(artikel 6.3.1, § 1, eerste lid Vlaamse Codex Ruimtelijke Ordening)
Neen, niet als dusdanig.
Vóór 1 maart 2018 kon het zijn dat een meerwaarde toch was uitgesloten, zelfs als die zich aandiende als de principieel te vorderen herstelmaatregel.
Een meerwaarde moest in principe worden gevorderd wanneer:
- de handeling niet was gepaard gegaan met de doorbreking van een stakingsbevel en;
- de handeling niet was verricht in strijd met de bestemmingsvoorschriften die golden voor het perceel;
- of de handeling weliswaar was verricht in strijd met de bestemmingsvoorschriften, maar er een mogelijkheid was om af te wijken van die bestemmingsvoorschriften.
Toch was een meerwaarde soms uitgesloten.

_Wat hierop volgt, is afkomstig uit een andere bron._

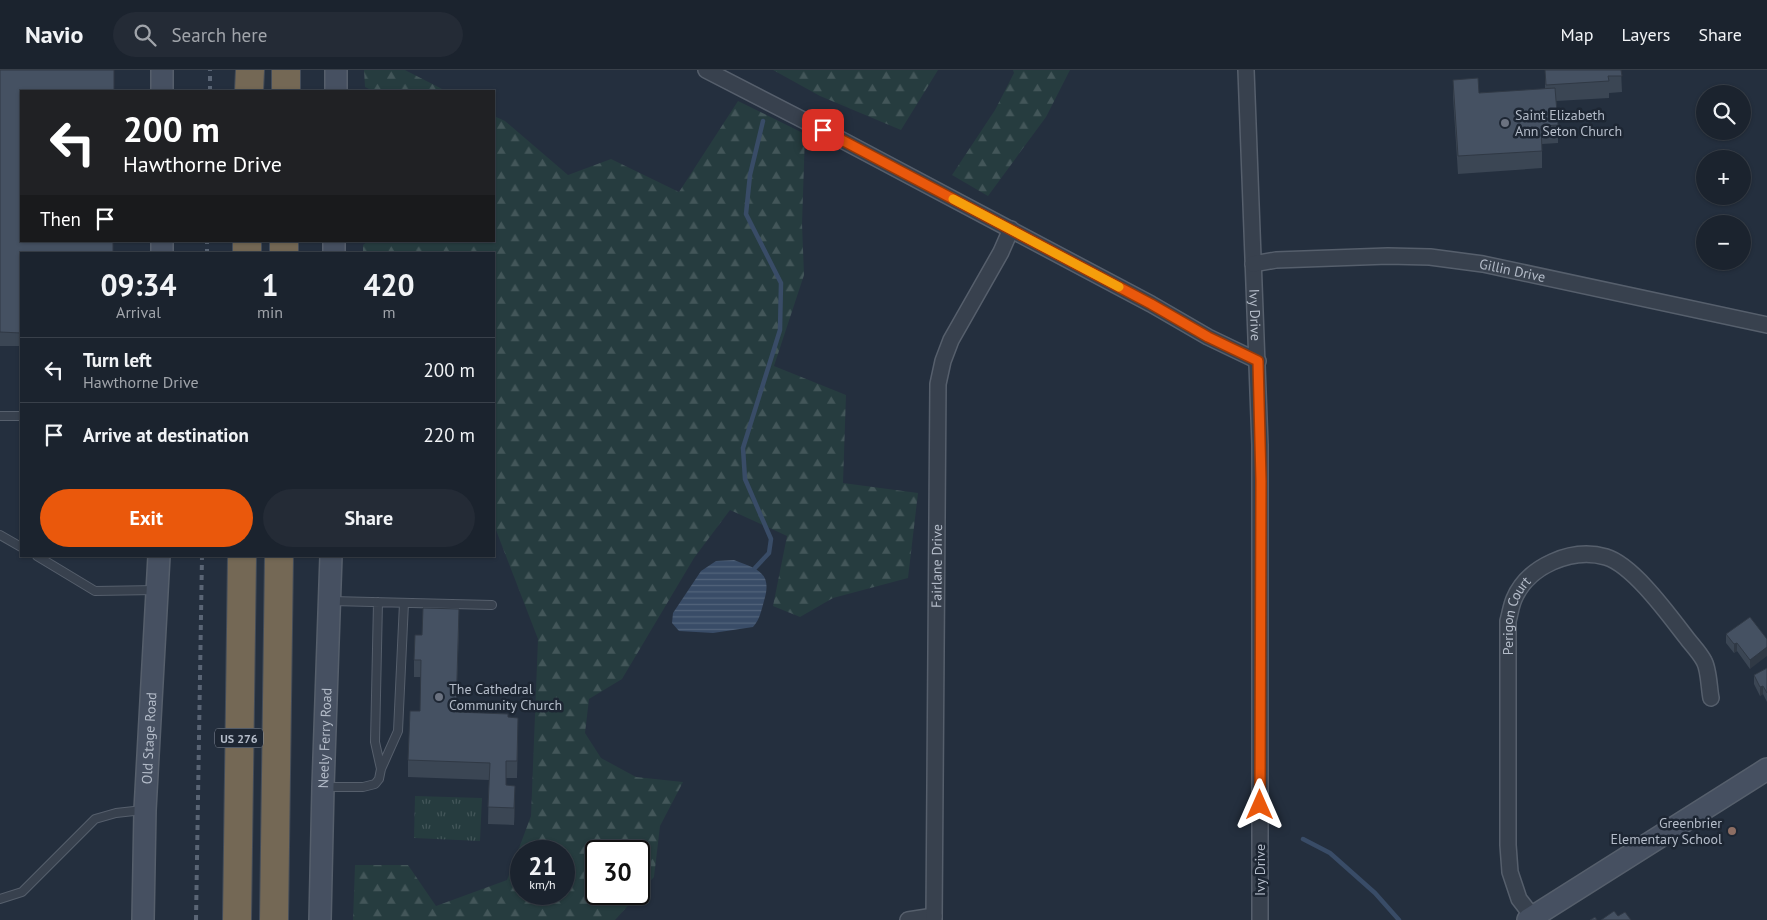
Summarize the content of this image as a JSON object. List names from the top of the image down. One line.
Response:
{"streets":{"highway":["US 276"],"street":["Gillin Drive","Ivy Drive","Fairlane Drive","Perigon Court","Old Stage Road","Neely Ferry Road"]},"crossings":[["Gillin Drive","Ivy Drive"]],"places":["Saint Elizabeth Ann Seton Church","The Cathedral Community Church","Greenbrier Elementary School"],"page":{"header":"Navio","search":"Search here","nav":["Map","Layers","Share"],"map_buttons":["+","−"],"turn":["200 m","Hawthorne Drive"],"then":"Then","eta":["09:34","Arrival","1","min","420","m"],"list":[{"name":"Turn left","note":"Hawthorne Drive","value":"200 m"},{"name":"Arrive at destination","value":"220 m"}],"buttons":["Exit","Share"],"speed":"21 km/h","limit":"30"}}
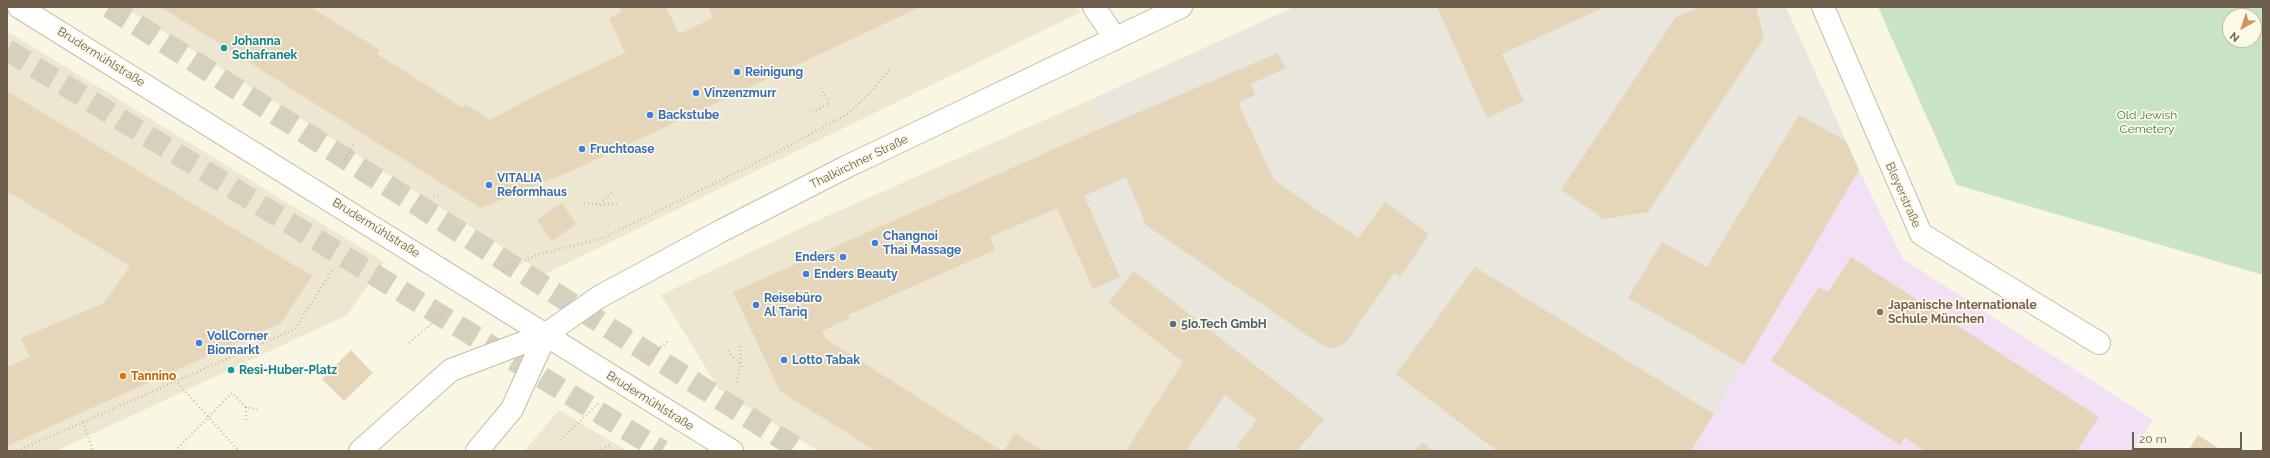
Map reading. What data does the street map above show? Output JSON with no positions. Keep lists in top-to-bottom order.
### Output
{
  "streets": {
    "street": ["Brudermühlstraße", "Thalkirchner Straße", "Bleyerstraße"]
  },
  "crossings": [
    ["Brudermühlstraße", "Thalkirchner Straße"]
  ],
  "parks": ["Old Jewish Cemetery"],
  "places": [
    "Johanna Schafranek",
    "Reinigung",
    "Vinzenzmurr",
    "Backstube",
    "Fruchtoase",
    "VITALIA Reformhaus",
    "Changnoi Thai Massage",
    "Enders",
    "Enders Beauty",
    "Reisebüro Al Tariq",
    "Japanische Internationale Schule München",
    "5Io.Tech GmbH",
    "VollCorner Biomarkt",
    "Lotto Tabak",
    "Resi-Huber-Platz",
    "Tannino"
  ],
  "scale_bar": "20 m",
  "north": "bottom left"
}
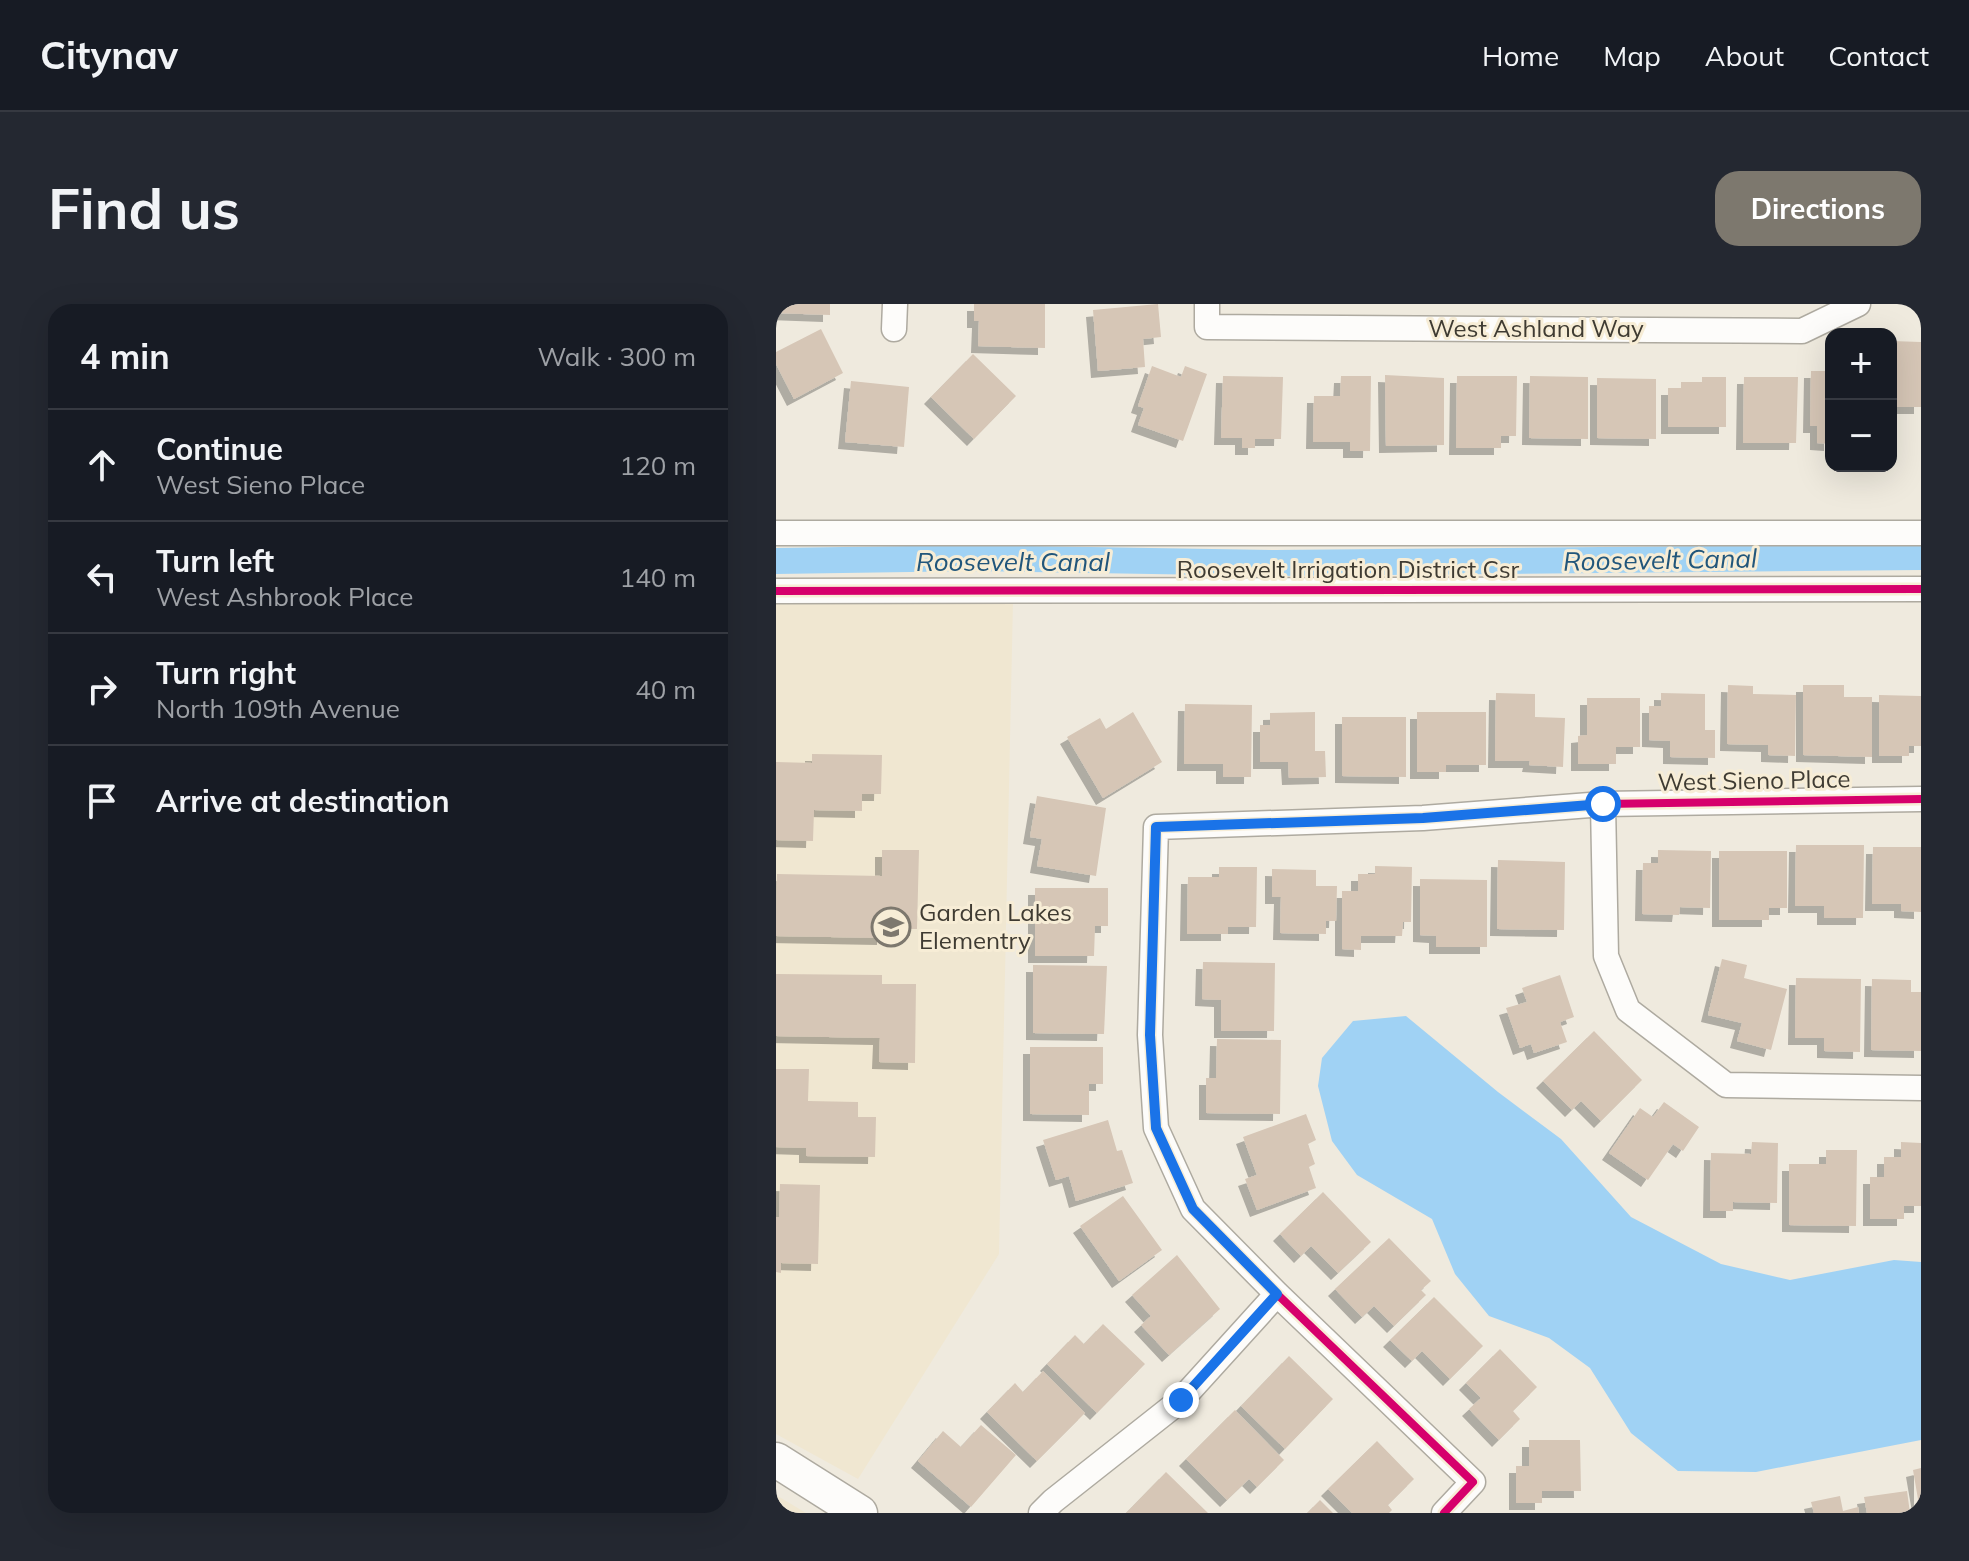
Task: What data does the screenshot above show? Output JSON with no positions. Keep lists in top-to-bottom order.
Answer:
{
  "streets": {
    "street": ["West Ashland Way", "Roosevelt Irrigation District Csr", "West Sieno Place"]
  },
  "water": ["Roosevelt Canal"],
  "places": {
    "school or university": ["Garden Lakes Elementry"]
  },
  "page": {
    "header": "Citynav",
    "nav": [
      "Home",
      "Map",
      "About",
      "Contact"
    ],
    "buttons": "Directions",
    "title": "Find us",
    "heading": ["4 min", "Walk · 300 m"],
    "map_buttons": ["+", "−"],
    "list": [
      ["Continue", "West Sieno Place", "120 m"],
      ["Turn left", "West Ashbrook Place", "140 m"],
      ["Turn right", "North 109th Avenue", "40 m"],
      "Arrive at destination"
    ]
  }
}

Dit was zo als het gedogen van de onwettige toestand door de betaling van een meerwaarde, kennelijk de plaatselijke ordening op onevenredige wijze schaadde.
Of anders, een meerwaarde was vóór 1 maart 2018 nooit mogelijk wanneer het gedogen van de onwettige toestand kennelijk de plaatselijke ordening schade berokkende.
Sedert 1 maart 2018 kan een meerwaarde enkel wanneer het gevolg van het misdrijf kennelijk verenigbaar is met een goede ruimtelijke ordening.
Uiteraard zal wanneer de onwettige toestand kennelijk de plaatselijke ordening schade berokkent, een meerwaarde ook in de rangorde vanaf 1 maart 2018 niet mogelijk zijn. Maar dit is ook het geval als die schade niet kennelijk is.
Elke ruimtelijke schade die verhindert dat het voor de hand ligt dat na een eerste aanblik van de onwettige toestand, een met de reglementering vertrouwd persoon besluit dat die toestand kan worden gedoogd na de betaling van een meerwaarde, leidt tot de uitsluiting van de meerwaarde.
Dus vóór 1 maart 2018 moest het gaan om manifeste ruimtelijke schade. Vanaf 1 maart 2018 is elke ruimtelijke schade die zo’n besluit verhindert, schade die leidt tot de uitsluiting van een meerwaarde. Dus ook ruimtelijke schade die niet manifest is.